RECORDS PROVIDED below:
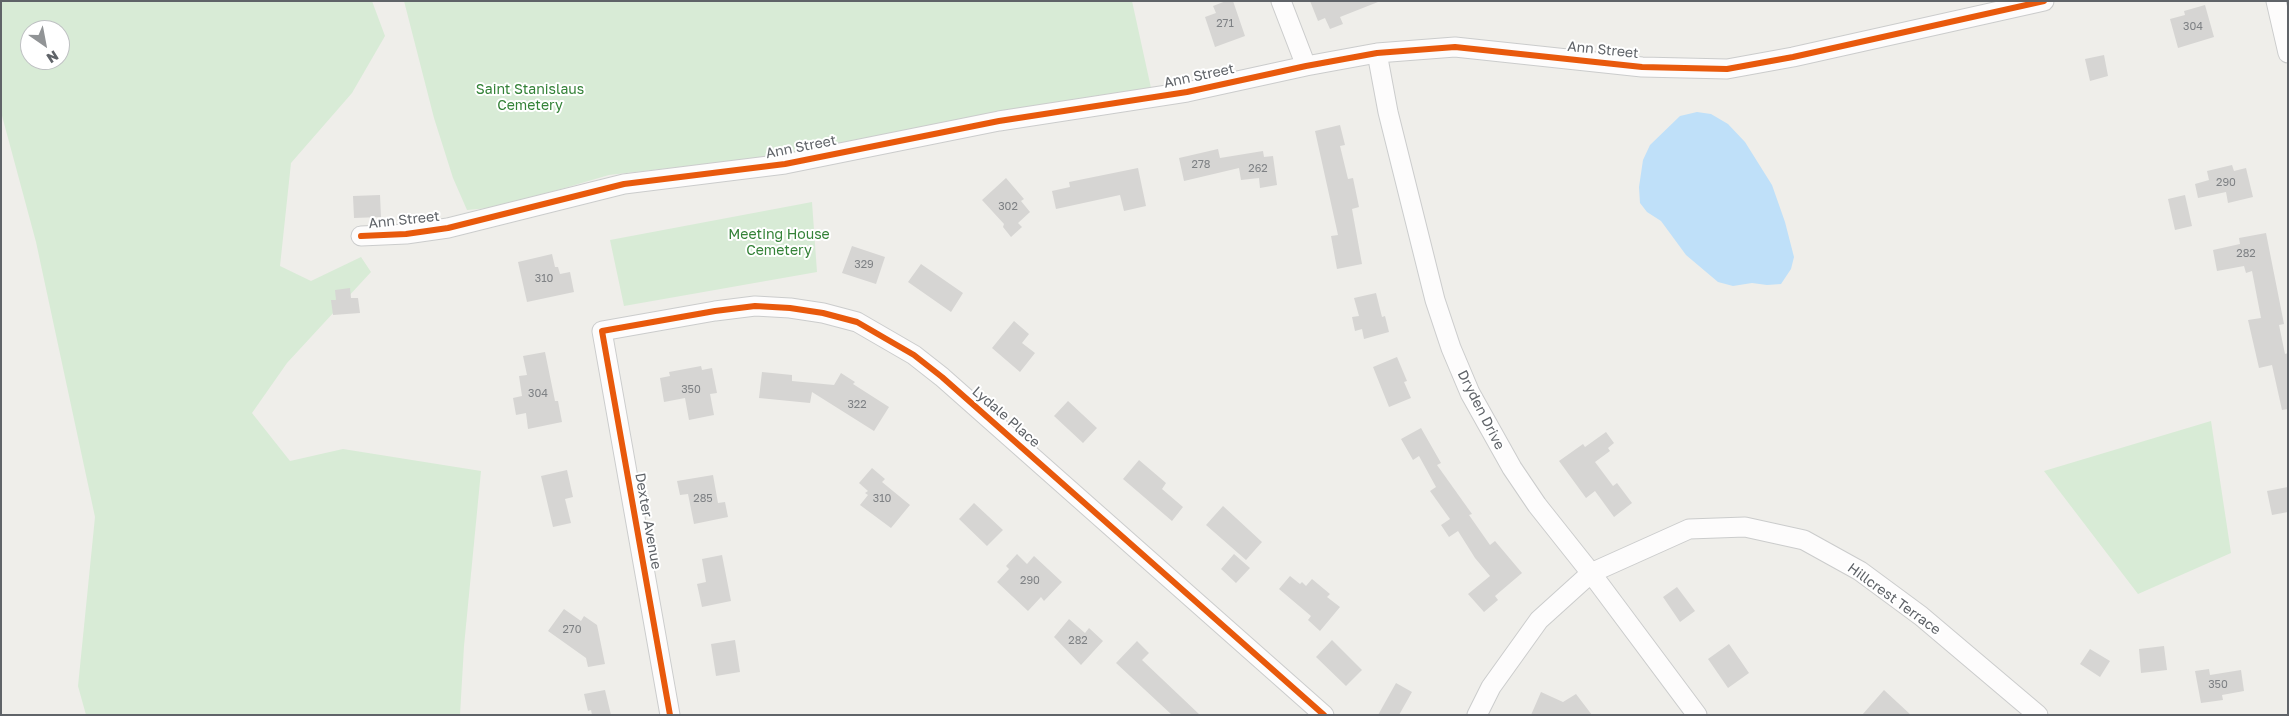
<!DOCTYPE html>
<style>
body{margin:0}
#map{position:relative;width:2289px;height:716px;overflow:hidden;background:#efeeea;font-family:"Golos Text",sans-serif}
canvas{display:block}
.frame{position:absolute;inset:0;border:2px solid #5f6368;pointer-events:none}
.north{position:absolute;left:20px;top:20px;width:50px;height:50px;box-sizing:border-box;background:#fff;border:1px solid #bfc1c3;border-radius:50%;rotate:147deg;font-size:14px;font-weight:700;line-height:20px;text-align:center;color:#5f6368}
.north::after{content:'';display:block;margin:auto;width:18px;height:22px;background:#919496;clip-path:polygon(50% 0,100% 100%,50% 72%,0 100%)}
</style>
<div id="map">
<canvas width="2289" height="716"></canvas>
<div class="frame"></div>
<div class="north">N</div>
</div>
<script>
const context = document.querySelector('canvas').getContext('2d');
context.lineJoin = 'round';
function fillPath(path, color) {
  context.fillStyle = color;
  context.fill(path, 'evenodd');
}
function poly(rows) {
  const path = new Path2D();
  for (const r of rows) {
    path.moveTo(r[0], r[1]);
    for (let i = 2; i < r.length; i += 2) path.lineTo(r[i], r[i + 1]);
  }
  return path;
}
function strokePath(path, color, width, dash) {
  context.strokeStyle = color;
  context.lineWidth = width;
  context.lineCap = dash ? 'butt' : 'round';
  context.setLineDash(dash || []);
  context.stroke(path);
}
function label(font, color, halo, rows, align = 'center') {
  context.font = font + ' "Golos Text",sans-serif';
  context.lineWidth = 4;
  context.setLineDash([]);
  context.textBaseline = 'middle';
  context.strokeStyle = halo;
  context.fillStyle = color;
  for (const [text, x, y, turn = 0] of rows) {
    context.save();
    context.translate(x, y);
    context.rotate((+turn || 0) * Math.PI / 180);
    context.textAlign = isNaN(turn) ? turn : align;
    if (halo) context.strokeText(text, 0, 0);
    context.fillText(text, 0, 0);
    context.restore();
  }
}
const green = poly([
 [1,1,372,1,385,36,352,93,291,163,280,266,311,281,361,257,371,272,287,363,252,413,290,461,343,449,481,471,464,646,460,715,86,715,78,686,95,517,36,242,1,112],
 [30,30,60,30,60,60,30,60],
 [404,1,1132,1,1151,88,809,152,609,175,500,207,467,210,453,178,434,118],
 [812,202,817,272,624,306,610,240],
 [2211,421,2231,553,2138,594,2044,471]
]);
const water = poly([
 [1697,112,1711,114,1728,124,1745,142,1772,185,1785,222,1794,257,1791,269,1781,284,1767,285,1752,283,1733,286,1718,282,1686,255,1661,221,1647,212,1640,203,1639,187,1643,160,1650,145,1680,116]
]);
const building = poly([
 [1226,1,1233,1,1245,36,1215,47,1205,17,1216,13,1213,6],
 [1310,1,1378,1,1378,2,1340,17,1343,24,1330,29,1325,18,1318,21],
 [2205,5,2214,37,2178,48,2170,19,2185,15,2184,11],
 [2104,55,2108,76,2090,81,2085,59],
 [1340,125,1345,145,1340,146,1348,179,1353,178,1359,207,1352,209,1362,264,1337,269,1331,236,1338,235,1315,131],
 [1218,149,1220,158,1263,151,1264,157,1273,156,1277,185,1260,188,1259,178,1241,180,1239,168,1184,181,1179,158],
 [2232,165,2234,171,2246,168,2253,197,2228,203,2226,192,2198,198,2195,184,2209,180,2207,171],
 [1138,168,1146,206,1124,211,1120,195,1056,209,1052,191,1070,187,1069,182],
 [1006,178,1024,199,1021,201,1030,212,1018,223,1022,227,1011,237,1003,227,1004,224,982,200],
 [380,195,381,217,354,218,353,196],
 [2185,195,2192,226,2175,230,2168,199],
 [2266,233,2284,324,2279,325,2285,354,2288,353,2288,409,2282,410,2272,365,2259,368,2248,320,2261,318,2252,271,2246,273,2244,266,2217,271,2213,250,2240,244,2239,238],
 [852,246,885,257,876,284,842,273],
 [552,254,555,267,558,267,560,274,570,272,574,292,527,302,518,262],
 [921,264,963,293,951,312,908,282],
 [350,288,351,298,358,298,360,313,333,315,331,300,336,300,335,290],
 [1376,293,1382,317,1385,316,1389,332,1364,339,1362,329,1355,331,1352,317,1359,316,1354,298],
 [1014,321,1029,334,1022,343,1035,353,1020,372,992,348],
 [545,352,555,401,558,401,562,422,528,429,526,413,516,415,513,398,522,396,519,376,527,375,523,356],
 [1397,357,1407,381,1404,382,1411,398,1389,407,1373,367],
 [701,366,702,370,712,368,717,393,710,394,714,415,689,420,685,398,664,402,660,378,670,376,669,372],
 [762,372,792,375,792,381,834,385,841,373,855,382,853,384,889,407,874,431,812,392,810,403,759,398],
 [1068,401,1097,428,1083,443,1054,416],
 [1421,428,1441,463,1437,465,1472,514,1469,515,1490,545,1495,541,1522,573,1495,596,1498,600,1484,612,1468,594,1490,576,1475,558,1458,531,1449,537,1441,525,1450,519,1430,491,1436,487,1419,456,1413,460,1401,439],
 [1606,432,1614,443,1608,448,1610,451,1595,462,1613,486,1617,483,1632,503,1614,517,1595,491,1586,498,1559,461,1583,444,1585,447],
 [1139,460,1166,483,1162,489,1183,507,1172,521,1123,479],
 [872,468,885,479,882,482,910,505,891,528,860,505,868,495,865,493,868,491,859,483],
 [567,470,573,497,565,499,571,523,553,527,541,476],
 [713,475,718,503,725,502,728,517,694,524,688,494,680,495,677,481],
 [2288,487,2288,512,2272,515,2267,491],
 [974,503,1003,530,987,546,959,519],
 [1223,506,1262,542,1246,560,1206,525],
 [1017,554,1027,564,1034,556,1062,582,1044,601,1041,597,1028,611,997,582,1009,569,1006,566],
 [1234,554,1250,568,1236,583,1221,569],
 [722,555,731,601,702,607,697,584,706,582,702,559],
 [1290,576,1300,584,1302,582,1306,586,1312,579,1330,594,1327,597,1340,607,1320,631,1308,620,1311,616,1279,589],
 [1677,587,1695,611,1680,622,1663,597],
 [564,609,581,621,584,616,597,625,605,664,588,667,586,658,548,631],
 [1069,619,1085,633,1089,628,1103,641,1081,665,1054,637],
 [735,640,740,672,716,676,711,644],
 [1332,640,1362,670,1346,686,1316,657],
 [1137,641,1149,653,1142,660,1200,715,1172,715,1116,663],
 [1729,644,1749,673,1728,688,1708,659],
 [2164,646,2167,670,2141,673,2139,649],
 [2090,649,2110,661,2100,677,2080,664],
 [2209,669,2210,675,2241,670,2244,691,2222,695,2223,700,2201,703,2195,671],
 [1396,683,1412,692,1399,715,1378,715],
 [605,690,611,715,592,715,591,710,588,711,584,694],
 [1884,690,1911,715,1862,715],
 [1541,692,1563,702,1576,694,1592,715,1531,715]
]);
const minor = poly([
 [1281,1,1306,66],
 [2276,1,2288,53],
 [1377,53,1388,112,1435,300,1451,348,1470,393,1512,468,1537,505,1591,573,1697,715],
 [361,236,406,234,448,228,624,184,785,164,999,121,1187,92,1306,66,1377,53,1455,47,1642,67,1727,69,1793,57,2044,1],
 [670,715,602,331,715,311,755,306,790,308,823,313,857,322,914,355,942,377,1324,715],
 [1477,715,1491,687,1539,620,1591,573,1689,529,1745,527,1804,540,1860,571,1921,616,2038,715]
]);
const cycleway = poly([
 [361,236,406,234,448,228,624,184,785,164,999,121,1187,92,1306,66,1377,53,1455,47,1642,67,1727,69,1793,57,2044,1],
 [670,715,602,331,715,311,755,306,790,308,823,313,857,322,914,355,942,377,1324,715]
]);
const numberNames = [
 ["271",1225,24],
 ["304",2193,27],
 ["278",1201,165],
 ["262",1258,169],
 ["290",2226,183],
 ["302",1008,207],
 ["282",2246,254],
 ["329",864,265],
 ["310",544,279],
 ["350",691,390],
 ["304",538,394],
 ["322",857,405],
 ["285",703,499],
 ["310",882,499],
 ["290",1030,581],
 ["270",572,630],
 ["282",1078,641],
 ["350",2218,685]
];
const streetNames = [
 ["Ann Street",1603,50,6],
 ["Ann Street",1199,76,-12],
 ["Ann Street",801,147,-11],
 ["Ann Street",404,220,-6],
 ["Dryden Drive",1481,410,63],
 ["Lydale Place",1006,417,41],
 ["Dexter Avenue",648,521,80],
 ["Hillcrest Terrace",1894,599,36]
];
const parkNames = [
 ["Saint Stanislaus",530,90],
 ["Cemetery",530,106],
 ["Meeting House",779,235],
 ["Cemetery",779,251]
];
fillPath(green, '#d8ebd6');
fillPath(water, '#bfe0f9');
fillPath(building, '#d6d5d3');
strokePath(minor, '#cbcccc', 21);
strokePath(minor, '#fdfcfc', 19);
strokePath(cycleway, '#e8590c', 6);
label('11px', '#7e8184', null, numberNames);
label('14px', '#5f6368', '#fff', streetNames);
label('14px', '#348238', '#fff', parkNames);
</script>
End of RECORDS PROVIDED.
• _EXERCISE PROMPT_:
Report how many lines of the data above include "lineWidth", giving the number and no other words.

• _ANSWER BOX_:
2